Here's a sketch for the continuous case:
For any nonnegative continuous real random variable $X$ and any integer $r\ge 1$,
$$X^r = \int_0^X rx^{r-1}dx = \int_0^\infty r x^{r-1}[X>x]dx
$$
where
$$[X>x] =
\begin{cases}
1 & \text{if }X>x \\
0 & \text{if }X\le x.
\end{cases}$$
Therefore, using Tonelli's theorem and the fact that $E[X>x] = P(X>x)$,
$$E (X^r) = r \int_0^\infty x^{r-1}P(X>x)dx.
$$
Now, for any continuous random variable $X$ (not necessarily nonnegative), we have $X = Y - Z$, where
$Y=X^+$ and $Z=X^-$ are the positive and negative parts of $X$.
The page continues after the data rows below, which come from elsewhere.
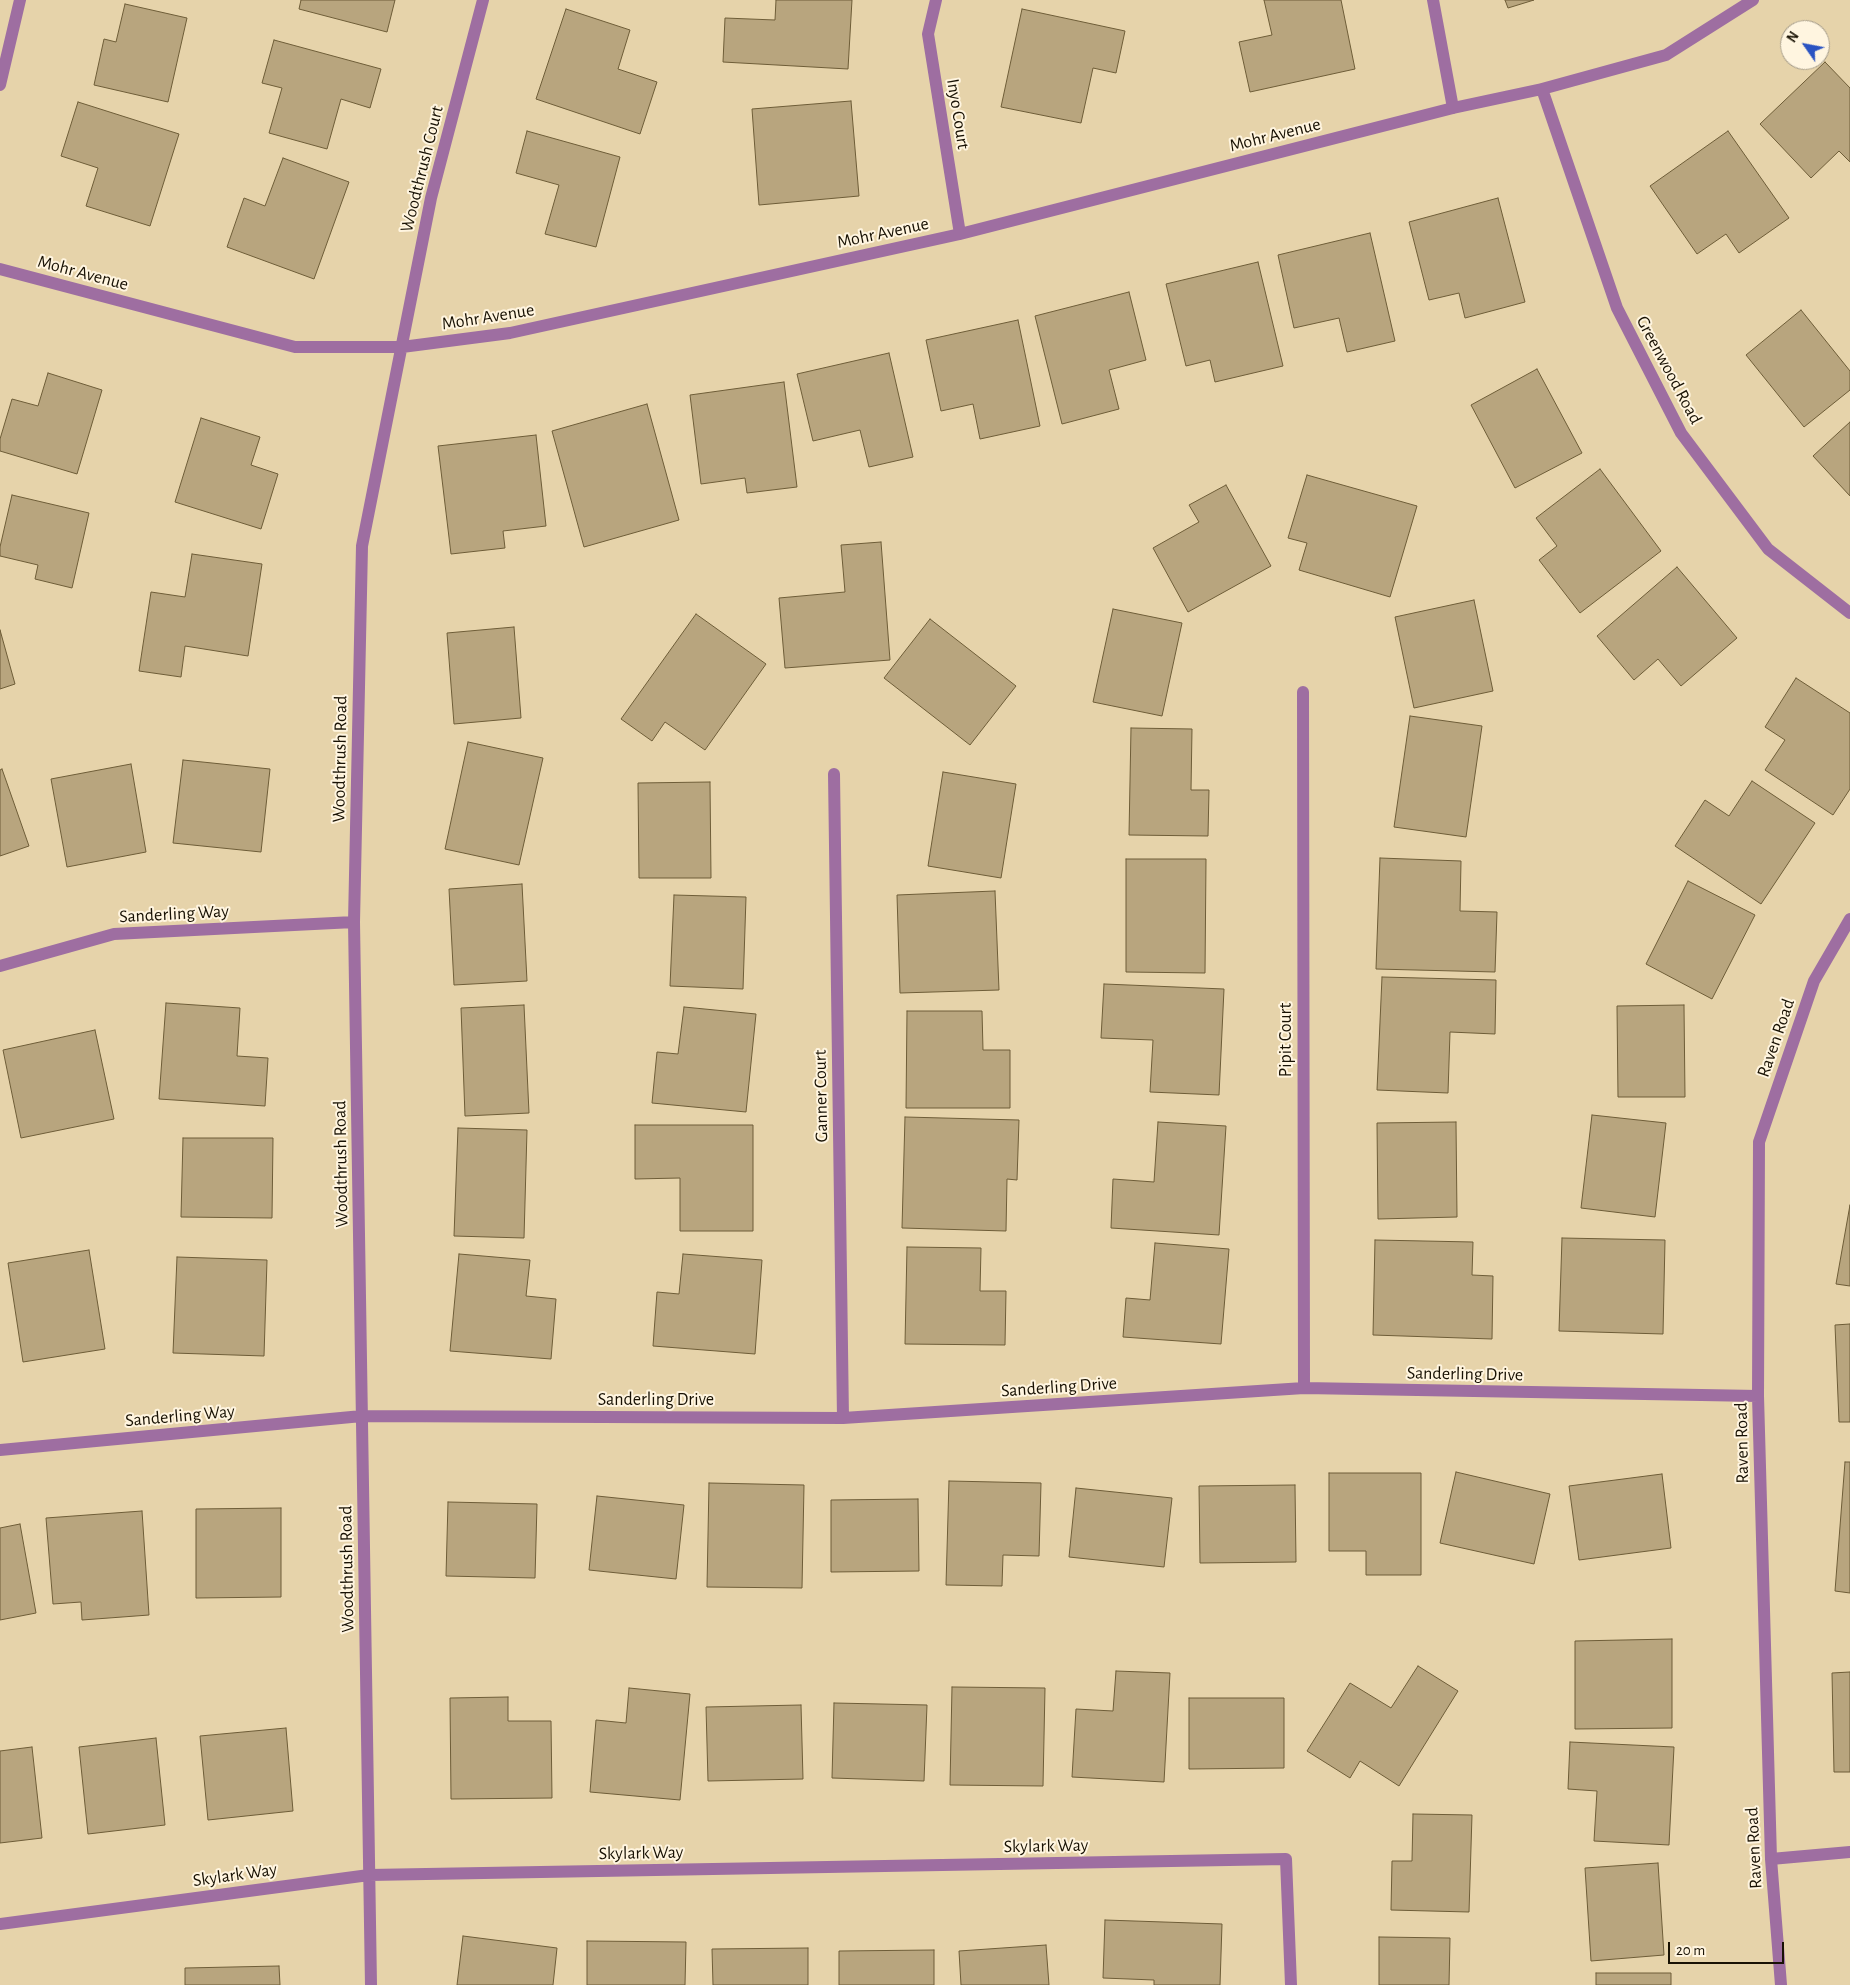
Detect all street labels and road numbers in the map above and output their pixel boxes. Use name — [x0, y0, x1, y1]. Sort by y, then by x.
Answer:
street label: Inyo Court — [942, 77, 974, 151]
street label: Woodthrush Court — [396, 104, 448, 234]
street label: Mohr Avenue — [1227, 113, 1323, 157]
street label: Mohr Avenue — [835, 213, 931, 253]
street label: Mohr Avenue — [35, 251, 131, 295]
street label: Mohr Avenue — [440, 299, 536, 335]
street label: Greenwood Road — [1631, 312, 1707, 428]
street label: Woodthrush Road — [328, 695, 352, 823]
street label: Sanderling Way — [119, 900, 229, 928]
street label: Raven Road — [1753, 996, 1799, 1080]
street label: Pipit Court — [1275, 1003, 1297, 1077]
street label: Ganner Court — [809, 1050, 833, 1142]
street label: Woodthrush Road — [329, 1100, 353, 1228]
street label: Sanderling Drive — [1407, 1362, 1523, 1386]
street label: Sanderling Drive — [1000, 1372, 1118, 1402]
street label: Sanderling Drive — [598, 1389, 714, 1411]
street label: Sanderling Way — [124, 1400, 236, 1432]
street label: Raven Road — [1730, 1402, 1754, 1484]
street label: Woodthrush Road — [335, 1505, 359, 1633]
street label: Raven Road — [1741, 1807, 1767, 1889]
street label: Skylark Way — [1003, 1834, 1089, 1858]
street label: Skylark Way — [598, 1841, 684, 1865]
street label: Skylark Way — [192, 1858, 278, 1892]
Then, since $YZ = 0$, the Binomial Theorem gives
$$X^r = (Y - Z)^r = Y^r +(-Z)^r
$$
and because both $Y$ and $Z$ are nonnegative random variables,
$$\begin{align}
E(X^r) &= E(Y^r) + (-1)^rE(Z^r)\\
&=r\int_0^\infty y^{r-1}P(Y>y)dy + (-1)^r r\int_0^\infty z^{r-1}P(Z>z)dz\\
&=r\int_0^\infty y^{r-1}P(X>y)dy + (-1)^r r\int_0^\infty z^{r-1}P(X<-z)dz\\
&=r\int_0^\infty x^{r-1}\big(P(X>x) + (-1)^r P(X<-x)\big)dx\\
&=r\int_0^\infty x^{r-1}\big(1-F(x) + (-1)^r F(-x)\big)dx.\\
\end{align}
$$
As to your question "why" this is necessary, many times it is easy to approximate an empirical distribution with some other theoretical cdf. Then this gives a shortcut to investigating the moments of such a distribution if you don't have the time/patience to derive the pdf and then derive the moments from there. Also, it gives us general albeit significant insight into the relationship between the moments of a distribution and the cdf, where we are used to only seeing it in terms of the expected value with the pdf.